Puting Beliung Terjang 2 Desa di Kabupaten Tuban, Puluhan Rumah Rusak

Pipiet Wibawanto · Rabu, 13 Maret 2019 - 11:25 WIB
Puting Beliung Terjang 2 Desa di Kabupaten Tuban, Puluhan Rumah Rusak

Warga memperbaiki atap rumah yang rusak akibat diterjang angin puting beliung di Desa Penidon, Kecamatan Plumpang, Kabupaten Tuban, Jatim, Rabu (3/13/2019). (Foto: iNews/Pipiet Wibawanto)

TUBAN, iNews.id – Puluhan rumah di dua kecamatan di Kabupaten Tuban, Jawa Timur (Jatim), rusak akibat diterjang angin puting beliung disertai hujan deras, Rabu (13/3/2019) pagi. Namun, tidak ada korban jiwa dalam musibah tersebut.
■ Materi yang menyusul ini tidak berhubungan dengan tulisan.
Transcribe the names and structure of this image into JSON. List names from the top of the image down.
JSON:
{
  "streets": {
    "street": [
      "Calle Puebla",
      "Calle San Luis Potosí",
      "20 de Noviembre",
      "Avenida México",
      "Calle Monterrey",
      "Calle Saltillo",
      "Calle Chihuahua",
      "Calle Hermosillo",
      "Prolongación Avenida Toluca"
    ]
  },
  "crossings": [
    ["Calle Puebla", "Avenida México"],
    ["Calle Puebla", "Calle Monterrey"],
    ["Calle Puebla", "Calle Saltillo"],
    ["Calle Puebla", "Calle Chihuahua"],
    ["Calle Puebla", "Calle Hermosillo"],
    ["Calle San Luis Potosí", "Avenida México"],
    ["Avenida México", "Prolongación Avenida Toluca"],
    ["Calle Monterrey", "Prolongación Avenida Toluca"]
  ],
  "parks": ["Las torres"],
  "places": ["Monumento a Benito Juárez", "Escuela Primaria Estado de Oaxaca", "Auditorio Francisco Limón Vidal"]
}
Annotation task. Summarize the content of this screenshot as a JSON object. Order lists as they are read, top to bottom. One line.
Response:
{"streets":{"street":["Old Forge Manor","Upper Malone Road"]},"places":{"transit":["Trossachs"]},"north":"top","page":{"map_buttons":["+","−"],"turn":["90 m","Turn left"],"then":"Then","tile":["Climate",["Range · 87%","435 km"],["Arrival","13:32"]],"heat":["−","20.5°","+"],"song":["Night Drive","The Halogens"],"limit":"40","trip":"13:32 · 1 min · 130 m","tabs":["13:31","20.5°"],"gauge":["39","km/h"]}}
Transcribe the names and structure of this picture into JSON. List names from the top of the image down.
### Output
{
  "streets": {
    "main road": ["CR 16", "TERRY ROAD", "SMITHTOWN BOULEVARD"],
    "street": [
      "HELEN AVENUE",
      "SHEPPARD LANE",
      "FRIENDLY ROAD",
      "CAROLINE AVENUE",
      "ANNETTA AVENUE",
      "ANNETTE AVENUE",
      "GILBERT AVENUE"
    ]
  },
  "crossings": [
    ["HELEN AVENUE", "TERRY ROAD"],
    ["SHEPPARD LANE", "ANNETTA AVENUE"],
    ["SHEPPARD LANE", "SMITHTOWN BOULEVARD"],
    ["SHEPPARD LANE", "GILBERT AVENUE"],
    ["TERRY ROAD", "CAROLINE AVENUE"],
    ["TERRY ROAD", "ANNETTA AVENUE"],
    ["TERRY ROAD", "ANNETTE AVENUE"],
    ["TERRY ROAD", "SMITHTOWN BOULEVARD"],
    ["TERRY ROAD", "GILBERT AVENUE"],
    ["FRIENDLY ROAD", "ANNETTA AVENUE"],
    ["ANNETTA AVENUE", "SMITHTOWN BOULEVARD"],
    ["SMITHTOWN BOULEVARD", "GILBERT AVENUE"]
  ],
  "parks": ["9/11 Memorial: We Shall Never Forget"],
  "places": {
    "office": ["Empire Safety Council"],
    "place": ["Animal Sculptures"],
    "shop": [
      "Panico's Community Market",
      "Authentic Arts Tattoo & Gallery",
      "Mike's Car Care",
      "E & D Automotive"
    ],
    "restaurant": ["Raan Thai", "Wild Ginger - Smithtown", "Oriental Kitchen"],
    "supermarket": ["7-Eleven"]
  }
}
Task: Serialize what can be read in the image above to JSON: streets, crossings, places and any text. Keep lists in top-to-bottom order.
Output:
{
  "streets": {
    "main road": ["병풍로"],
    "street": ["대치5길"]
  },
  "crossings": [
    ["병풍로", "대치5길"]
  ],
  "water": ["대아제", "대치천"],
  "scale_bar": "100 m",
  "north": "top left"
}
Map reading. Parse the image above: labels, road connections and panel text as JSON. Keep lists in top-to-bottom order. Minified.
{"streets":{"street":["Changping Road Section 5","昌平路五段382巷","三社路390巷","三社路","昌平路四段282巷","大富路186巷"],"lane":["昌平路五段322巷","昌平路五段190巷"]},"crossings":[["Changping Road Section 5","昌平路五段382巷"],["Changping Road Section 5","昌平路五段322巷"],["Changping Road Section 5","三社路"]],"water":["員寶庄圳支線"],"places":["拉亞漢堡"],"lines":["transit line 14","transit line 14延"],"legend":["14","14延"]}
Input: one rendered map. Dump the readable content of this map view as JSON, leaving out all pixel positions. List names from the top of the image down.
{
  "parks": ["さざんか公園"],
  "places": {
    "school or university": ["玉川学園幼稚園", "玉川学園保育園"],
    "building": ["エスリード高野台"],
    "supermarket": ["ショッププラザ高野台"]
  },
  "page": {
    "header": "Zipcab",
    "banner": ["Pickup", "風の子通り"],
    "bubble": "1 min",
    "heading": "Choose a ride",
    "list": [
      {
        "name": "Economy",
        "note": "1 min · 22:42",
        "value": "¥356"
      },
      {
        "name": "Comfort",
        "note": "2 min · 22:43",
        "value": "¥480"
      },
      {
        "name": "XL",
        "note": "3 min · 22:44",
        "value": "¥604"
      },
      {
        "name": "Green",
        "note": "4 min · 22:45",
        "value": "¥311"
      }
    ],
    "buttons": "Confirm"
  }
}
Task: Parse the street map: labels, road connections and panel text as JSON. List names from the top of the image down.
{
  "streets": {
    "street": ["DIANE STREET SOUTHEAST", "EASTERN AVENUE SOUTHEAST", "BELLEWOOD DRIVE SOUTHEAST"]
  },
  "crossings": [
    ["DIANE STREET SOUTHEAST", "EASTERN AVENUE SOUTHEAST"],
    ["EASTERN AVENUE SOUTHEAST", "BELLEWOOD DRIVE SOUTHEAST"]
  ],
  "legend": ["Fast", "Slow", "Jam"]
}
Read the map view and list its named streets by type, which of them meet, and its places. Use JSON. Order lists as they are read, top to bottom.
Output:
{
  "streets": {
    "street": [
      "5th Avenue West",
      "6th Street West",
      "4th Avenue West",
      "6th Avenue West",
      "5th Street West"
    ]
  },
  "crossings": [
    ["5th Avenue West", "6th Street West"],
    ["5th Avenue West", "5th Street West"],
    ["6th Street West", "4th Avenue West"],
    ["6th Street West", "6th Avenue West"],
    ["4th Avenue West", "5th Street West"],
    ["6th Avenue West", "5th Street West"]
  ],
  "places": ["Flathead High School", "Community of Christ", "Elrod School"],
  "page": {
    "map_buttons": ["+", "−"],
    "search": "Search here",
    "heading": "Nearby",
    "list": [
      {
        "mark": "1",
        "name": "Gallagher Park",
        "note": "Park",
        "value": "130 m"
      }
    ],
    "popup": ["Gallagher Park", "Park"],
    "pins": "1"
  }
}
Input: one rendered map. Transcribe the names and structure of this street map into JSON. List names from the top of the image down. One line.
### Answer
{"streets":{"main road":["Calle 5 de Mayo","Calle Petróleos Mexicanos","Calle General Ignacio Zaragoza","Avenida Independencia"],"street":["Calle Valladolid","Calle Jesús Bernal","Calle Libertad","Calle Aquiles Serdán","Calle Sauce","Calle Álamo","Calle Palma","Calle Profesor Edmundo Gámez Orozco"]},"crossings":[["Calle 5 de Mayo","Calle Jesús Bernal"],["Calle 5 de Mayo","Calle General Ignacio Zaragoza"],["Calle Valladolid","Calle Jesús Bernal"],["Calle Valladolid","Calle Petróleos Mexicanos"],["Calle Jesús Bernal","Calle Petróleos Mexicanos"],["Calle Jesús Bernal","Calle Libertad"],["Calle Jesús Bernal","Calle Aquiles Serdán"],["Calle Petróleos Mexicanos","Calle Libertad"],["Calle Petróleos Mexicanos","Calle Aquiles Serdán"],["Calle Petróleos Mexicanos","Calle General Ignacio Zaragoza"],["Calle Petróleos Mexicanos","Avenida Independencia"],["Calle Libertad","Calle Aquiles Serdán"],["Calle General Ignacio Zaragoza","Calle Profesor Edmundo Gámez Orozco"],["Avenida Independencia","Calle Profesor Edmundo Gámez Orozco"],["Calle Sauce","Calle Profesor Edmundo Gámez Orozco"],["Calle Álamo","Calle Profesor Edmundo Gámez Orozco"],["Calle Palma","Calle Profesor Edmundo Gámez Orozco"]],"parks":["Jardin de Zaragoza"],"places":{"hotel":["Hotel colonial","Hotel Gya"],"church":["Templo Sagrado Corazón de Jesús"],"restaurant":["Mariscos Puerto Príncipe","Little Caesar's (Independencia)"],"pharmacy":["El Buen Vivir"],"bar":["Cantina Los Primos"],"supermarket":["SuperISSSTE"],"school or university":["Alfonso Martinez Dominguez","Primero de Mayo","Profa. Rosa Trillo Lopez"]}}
Musibah tersebut terjadi di Desa Penidon, Kecamatan Plumpang, dan Desa Compreng, Kecamatan Widang. Di dua desa ini, sedikitnya ada 24 rumah warga yang mengalami kerusakan. Hingga saat ini, warga masih membersihkan dan memperbaiki rumah mereka yang porak-poranda akibat diterjang puting beliung.

Video amatir yang direkam warga menunjukkan detik-detik terjadinya musibah tersebut. Awan gelap menutupi langit dan hujan gerimis turun. Tiba-tiba dalam waktu singkat, muncul angin kencang dan berputar menerjang permukiman warga.

BACA JUGA:

Puluhan Rumah di Brebes Rusak Diterjang Puting Beliung, Listrik Padam

Puting Beliung Rusak 640 Rumah di Bandung, Tanggap Darurat 7 Hari

Angin kencang tersebut menerbangkan atap-atap rumah warga dan merusak sejumlah bangunan. Sejumlah pohon juga tumbang. Kejadian yang cepat ini membuat warga panik dan ketakutan. Mereka berusaha menyelamatkan diri dan mencoba berlindung di tempat yang aman.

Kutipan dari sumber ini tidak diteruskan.